7 Q. Pendant ces trois semaines où vous en avez fait partie, pendant que
8 vous faisiez partie de cette équipe, vous avez dit que vous avez essayé par
9 sept ou fois de rencontrer les Albanais. Savez-vous personnellement si des
10 convocations convoquant les Albanais kosovars à ces réunions ont été
11 envoyés et qu'ils ont été reçus par eux ? Est-ce que vous savez quelque
12 chose directement ?
13 R. Oui. Je le sais. Oui, je sais quelque chose directement, puisque le
14 chef de notre délégation, le Pr Ratko Markovic, il a vérifié cela. Et je me
15 souviens à une occasion on était ensemble au gouvernement. Il a téléphoné
16 au chef du district du Kosovo, il lui a demandé si on avait bien remis les
17 informations précisant que des négociations allaient avoir lieu tel ou tel
18 jour.

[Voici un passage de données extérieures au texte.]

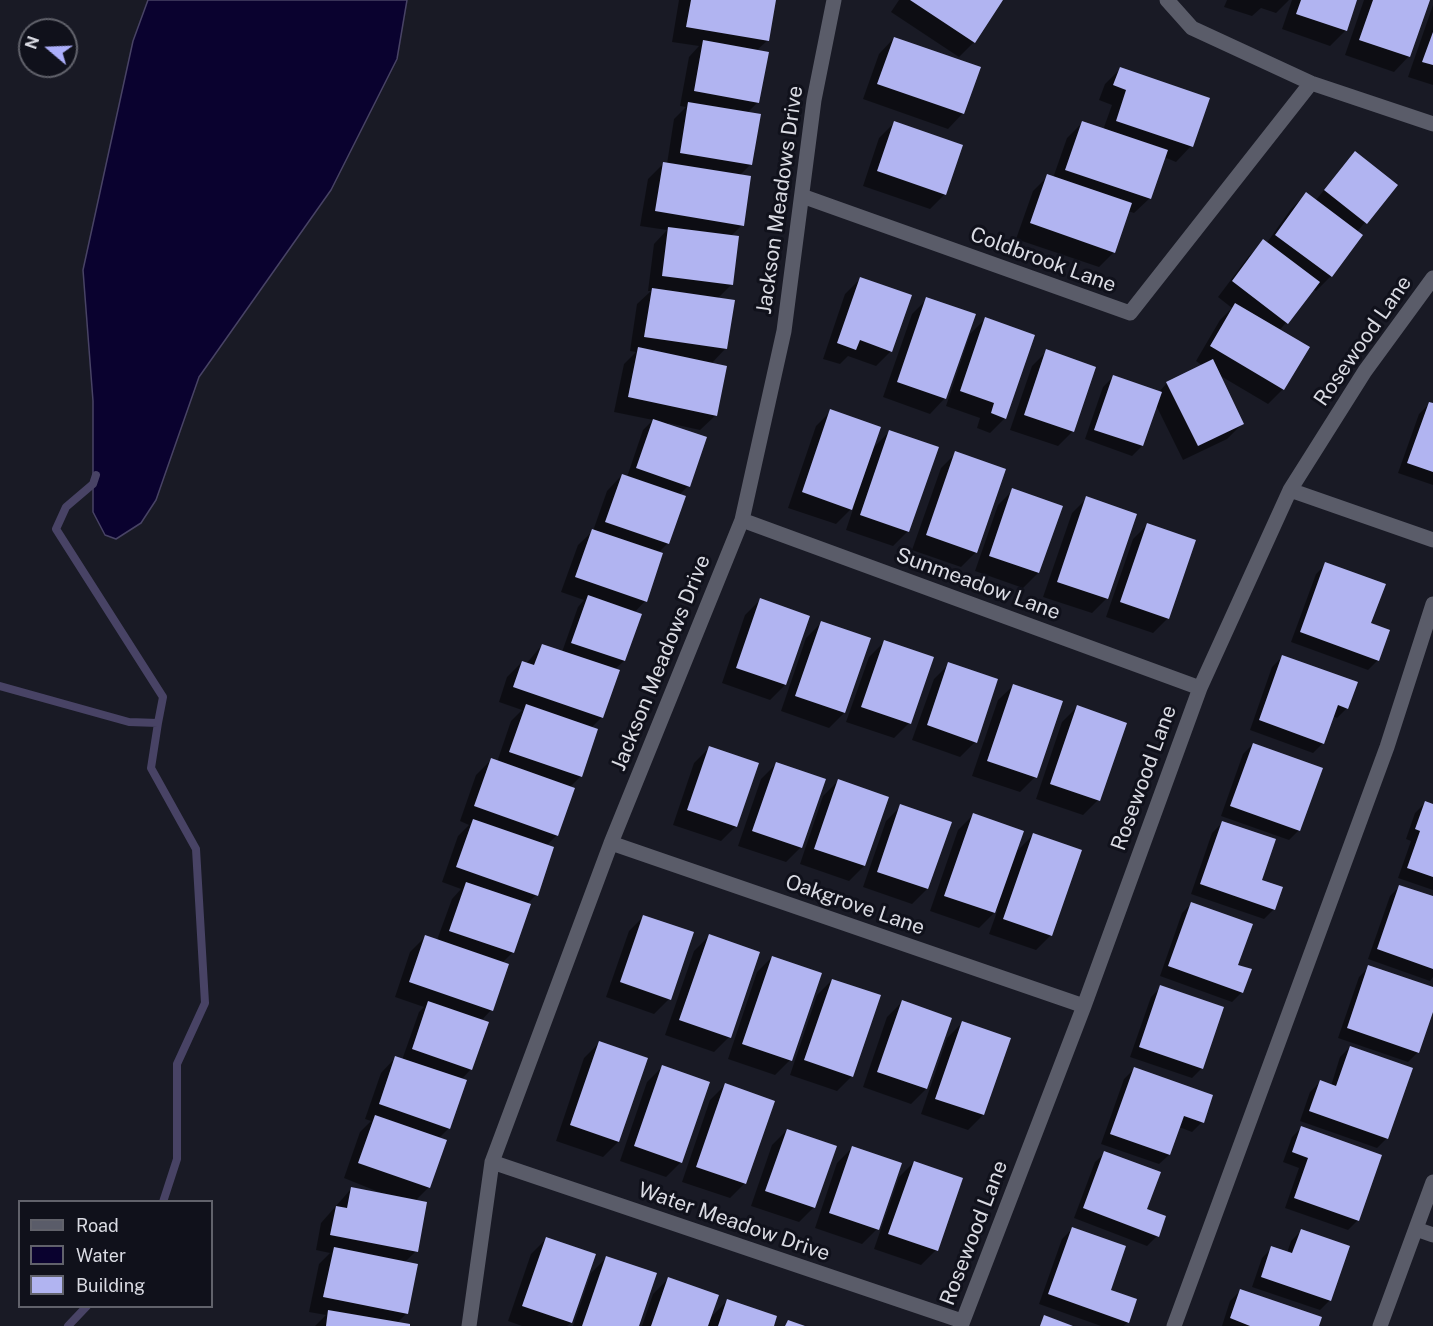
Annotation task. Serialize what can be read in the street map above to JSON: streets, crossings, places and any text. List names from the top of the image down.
{
  "streets": {
    "street": [
      "Jackson Meadows Drive",
      "Coldbrook Lane",
      "Rosewood Lane",
      "Sunmeadow Lane",
      "Oakgrove Lane",
      "Water Meadow Drive"
    ]
  },
  "crossings": [
    ["Jackson Meadows Drive", "Coldbrook Lane"],
    ["Jackson Meadows Drive", "Sunmeadow Lane"],
    ["Jackson Meadows Drive", "Oakgrove Lane"],
    ["Jackson Meadows Drive", "Water Meadow Drive"],
    ["Rosewood Lane", "Sunmeadow Lane"],
    ["Rosewood Lane", "Oakgrove Lane"],
    ["Rosewood Lane", "Water Meadow Drive"]
  ],
  "legend": ["Road", "Water", "Building"],
  "north": "left"
}
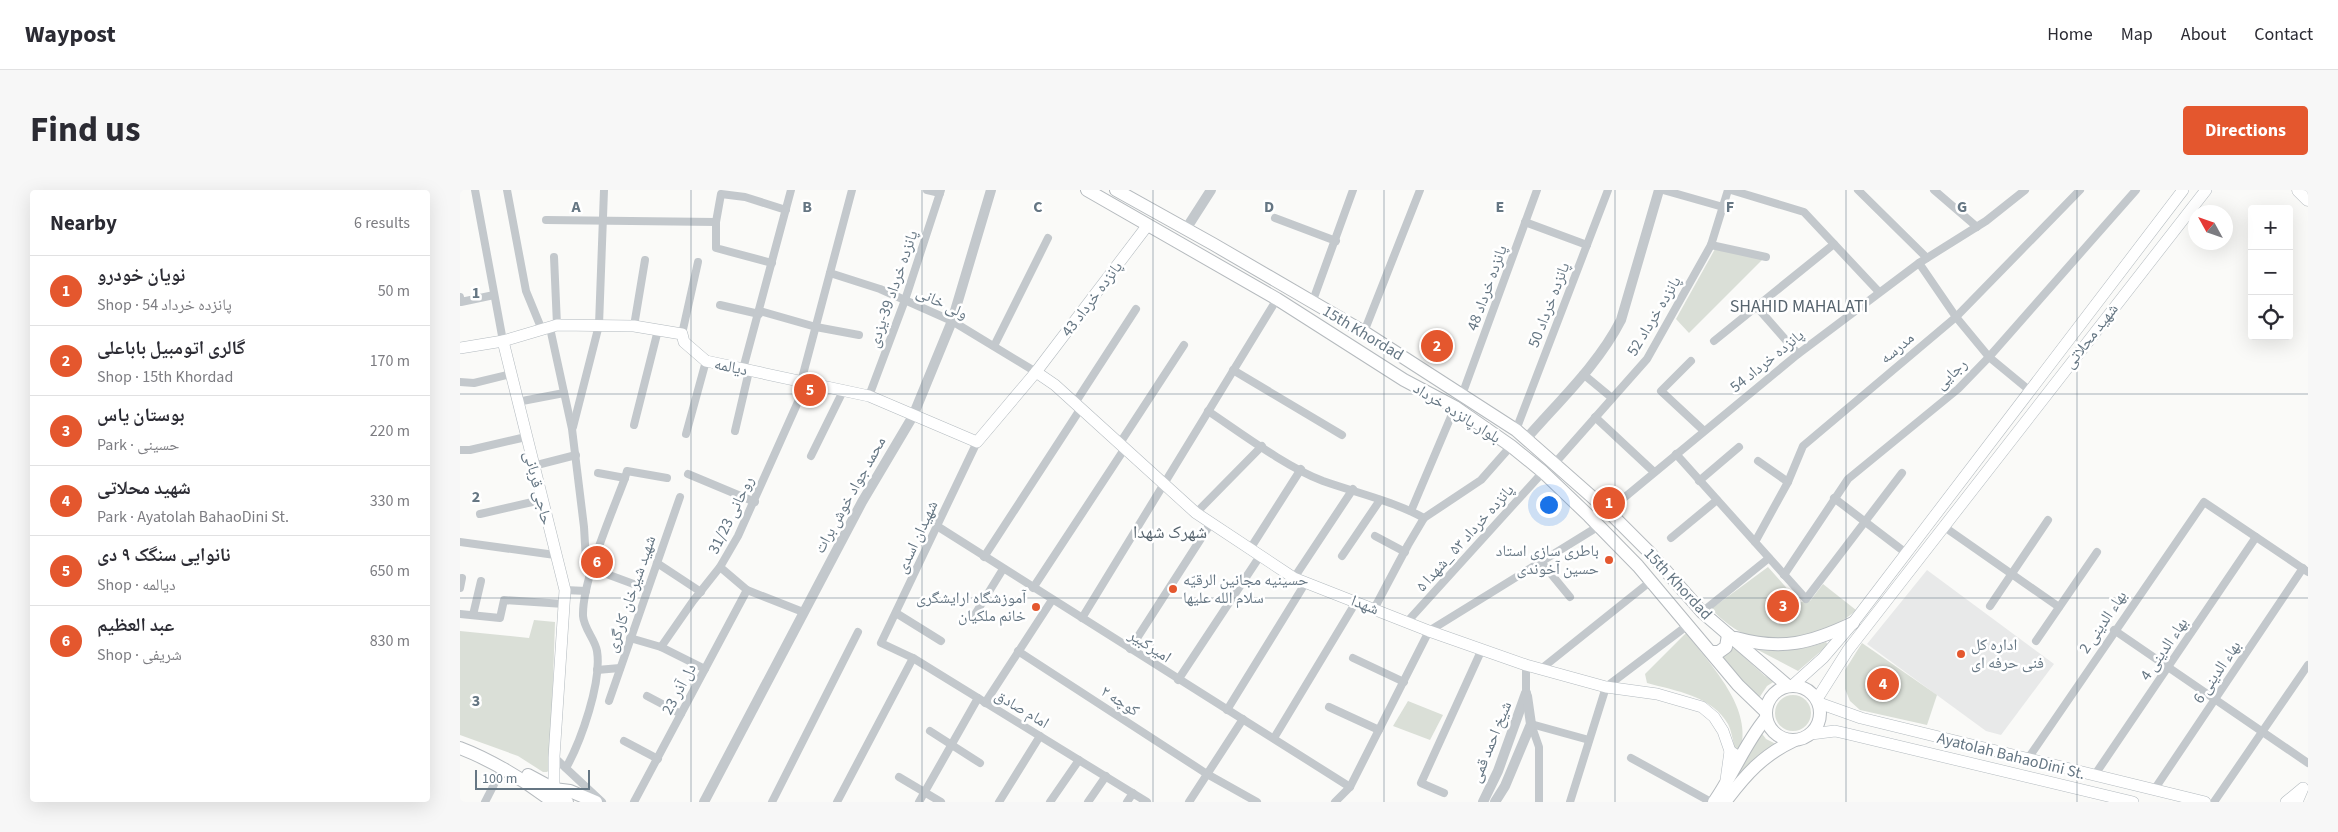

On lui a répondu par l'affirmation. Une fois lorsqu'on était à
19 Pristina, le Pr Ratko Markovic a dit, de même, qu'il était obligatoire de
20 remettre une convocation à des négociations au chef de file des partis
21 politiques albanais.
22 Q. Très bien. Toutefois, là encore ce n'est pas quelque chose que vous
23 savez directement, c'est quelque chose qui vous a été dit par quelqu'un
24 d'autre; c'est exact ?
25 R. Je pense que je ne pourrais pas avoir d'information de meilleure
26 qualité, sauf si j'avais remis moi-même les convocations en question. Je me
27 souviens, j'étais là quand il a dit au chef du district du Kosovo de le
28 faire. Donc je n'ai pas vérifié le feed-back. Ça c'est un fait. Oui.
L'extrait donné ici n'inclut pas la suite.